Putting this together, we realize that the circulation vortex that bounds the wing and the vortices being shed off the wings are one and the same. Then, remembering that a vortex cannot have an end, we follow these tip vortices back all the way to where the wing began its journey,… and where it left behind its starting vortex, and there, the tip vortices join up with the ends of the starting vortex.

So we see that there is no ‘end’, it is all actually one continuous rectangular vortex. One short side is where the trailing edge of the wing was at the beginning, the two longer, and continually lengthening, sides are the lines the wingtips traced out in space, and finally the other short side goes through the wing from tip to tip and moves along with it. This last is the “bound” vortex part of the total rectangular vortex ring, and the part that is actually creating the lift which is the always manifested by the moving of a bound vortex through the fluid.

Around the outside of this rectangle air is moving up, and within it is moving down. This downwards moving air is the air that the passage of the foil forced downwards, called the downwash.

Not only do the tip vortices not contribute any useful lift they took energy to create so represent lost energy for the plane. Also, the ‘spillage’ of air from the tip makes the foil less effective at accelerating air downwards, so represents a loss of lift too.

Lift distribution and trailing vortices
source; Olivier Cleynen

The anatomy of a wing rectangular vortex wake .

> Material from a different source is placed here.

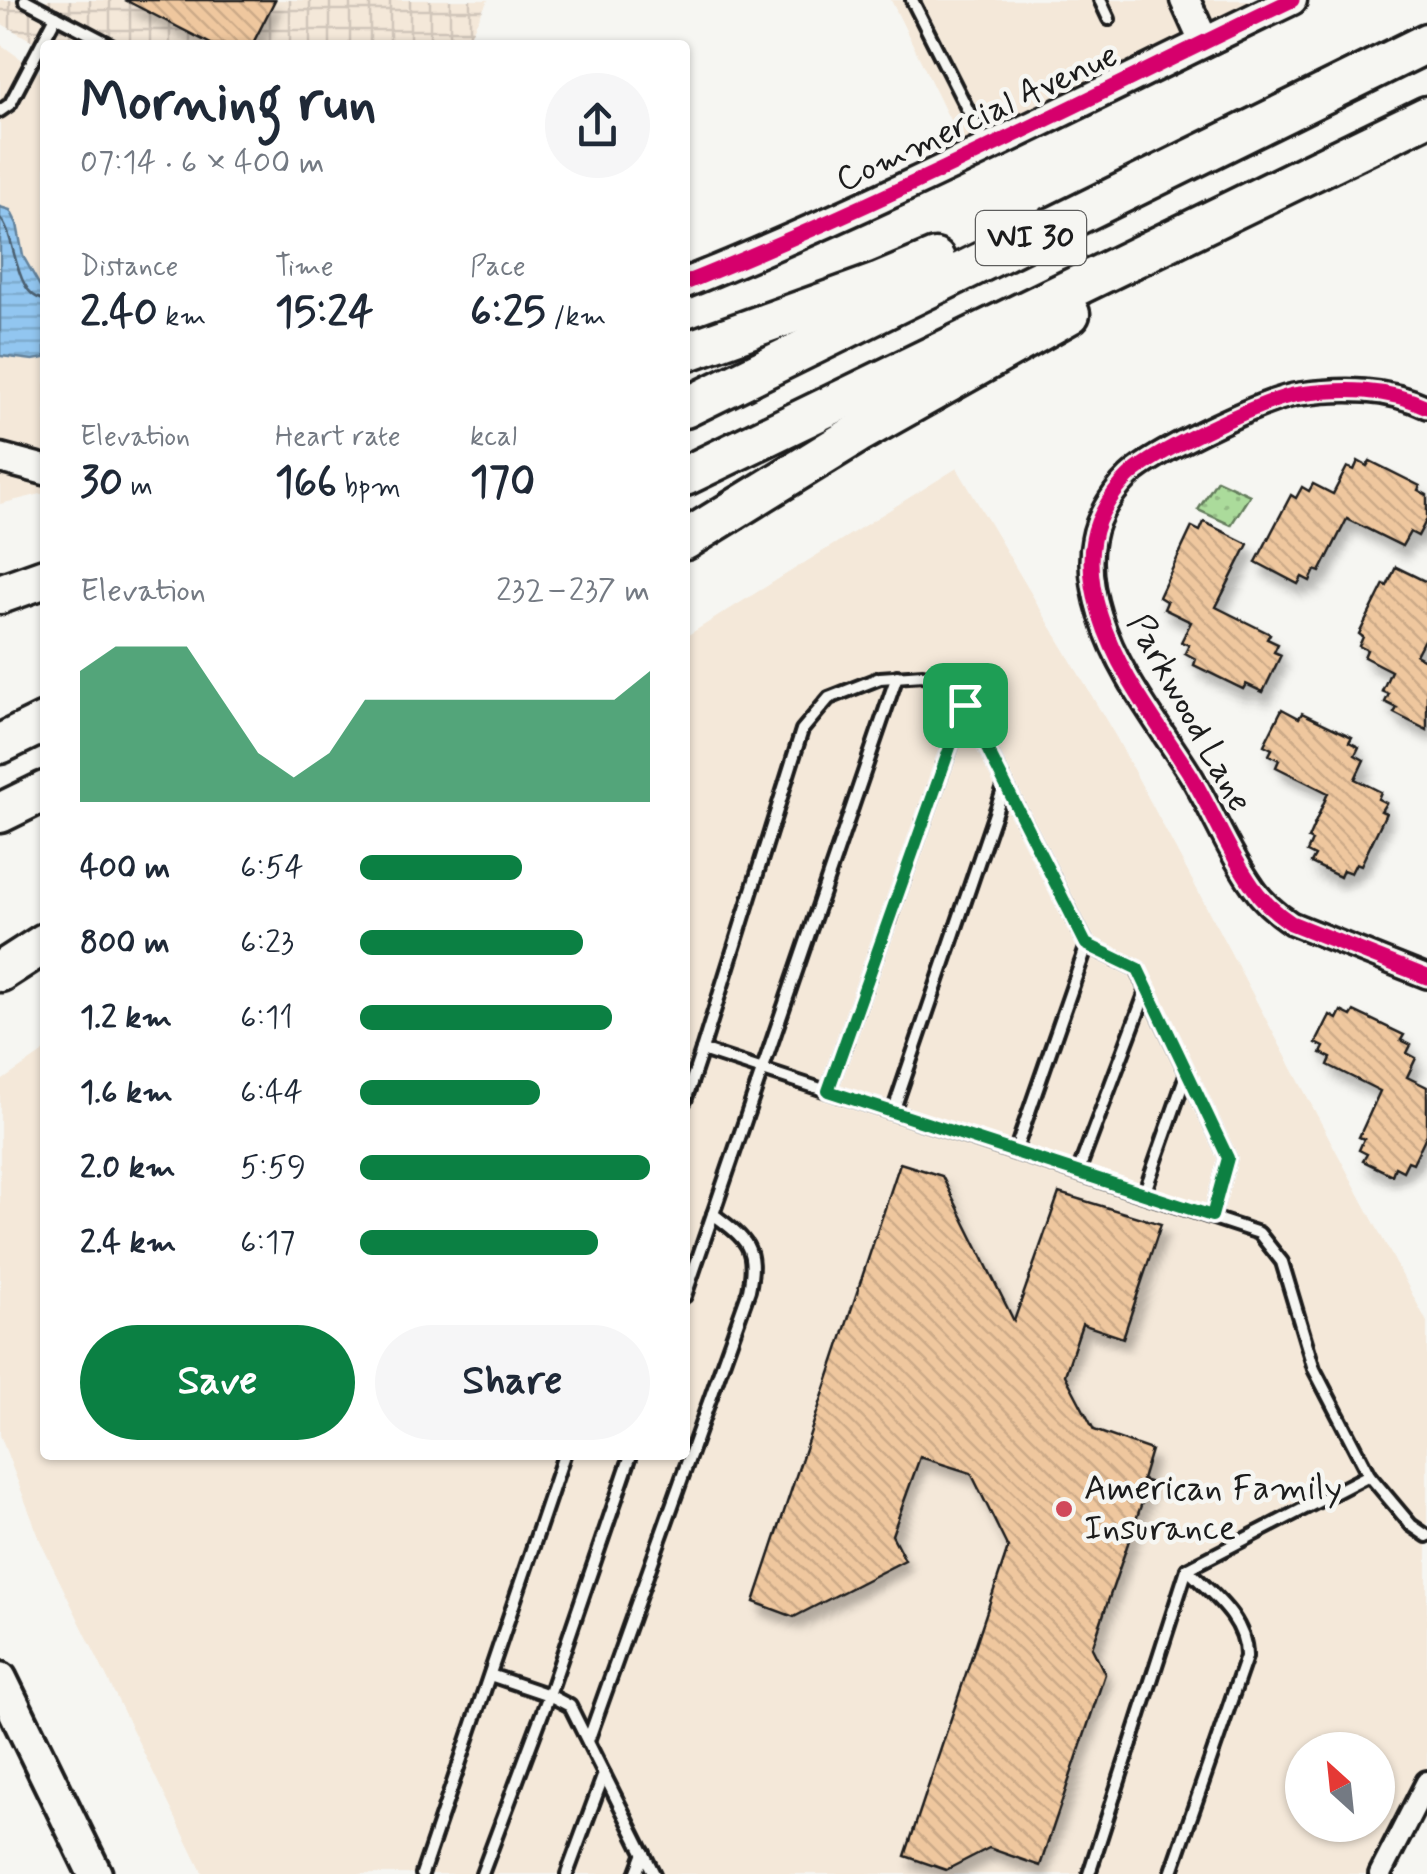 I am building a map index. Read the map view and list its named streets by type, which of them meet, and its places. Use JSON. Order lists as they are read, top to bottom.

So how does this tip vortex create the extra resistance?
It actually does not, at least not directly, what it does instead is induce the resistance by affecting the overall airflow over the wing. Think about this; the extra downwash attributable to the tip vortices does not contribute to lift, yet is causing air to sink more than if there were no tips ‘leaking’. This in turn means that the foil is continually forced to climb out of the hole it is creating for itself. Since lift is produced at right angles to the airflow and this airflow is pivoted downwards it means the lift force is rotated aft as compared to the direction normal to the axis of travel. This creates a component of the lift force to be adding itself to the rest of the drag.

Downwash induced by the tip vortices negatively affect the orientation of the lift vector.

Now to quantize some of these concepts…

I will spare readers the full derivation of these equations, and just jump straight to the conclusions. For those interested in knowing more, wikipedia has a surprisingly thorough amount of information on this.

The Coefficient of lift of a foil is defined in the following dimensionless manner;

.                                                 $C_L = \dfrac{F}{\frac{1}{2}\rho{SV^2}}$

Where F is the lift force produced, $\rho$ is fluid density, S is foil surface area, V is flow velocity, all in SI (standard international) units. The  $C_L$ is a measure of how effective the foil is at producing lift.

And the coefficient of induced drag works out to be;

.                                                $C_{D_i} = \dfrac{{C_L}^2}{\pi{e\Lambda}}$

Where $\Lambda$   is the aspect ratio, the measure of how long and skinny the foil is (when looking down from and above on an airplane) and is;

.                                                $\Lambda = \dfrac{b^2}{S}$

where b is the span of the foil from tip to tip. $e$ is the planform efficiency factor, which i will explain later but for now can be taken as 1 for the perfect elliptical surface area distribution.

So we see that the longer and skinnier (higher aspect ratio) the lower the induced drag. Also the lower the $C_L$ the lower the aspect ratio, but squared.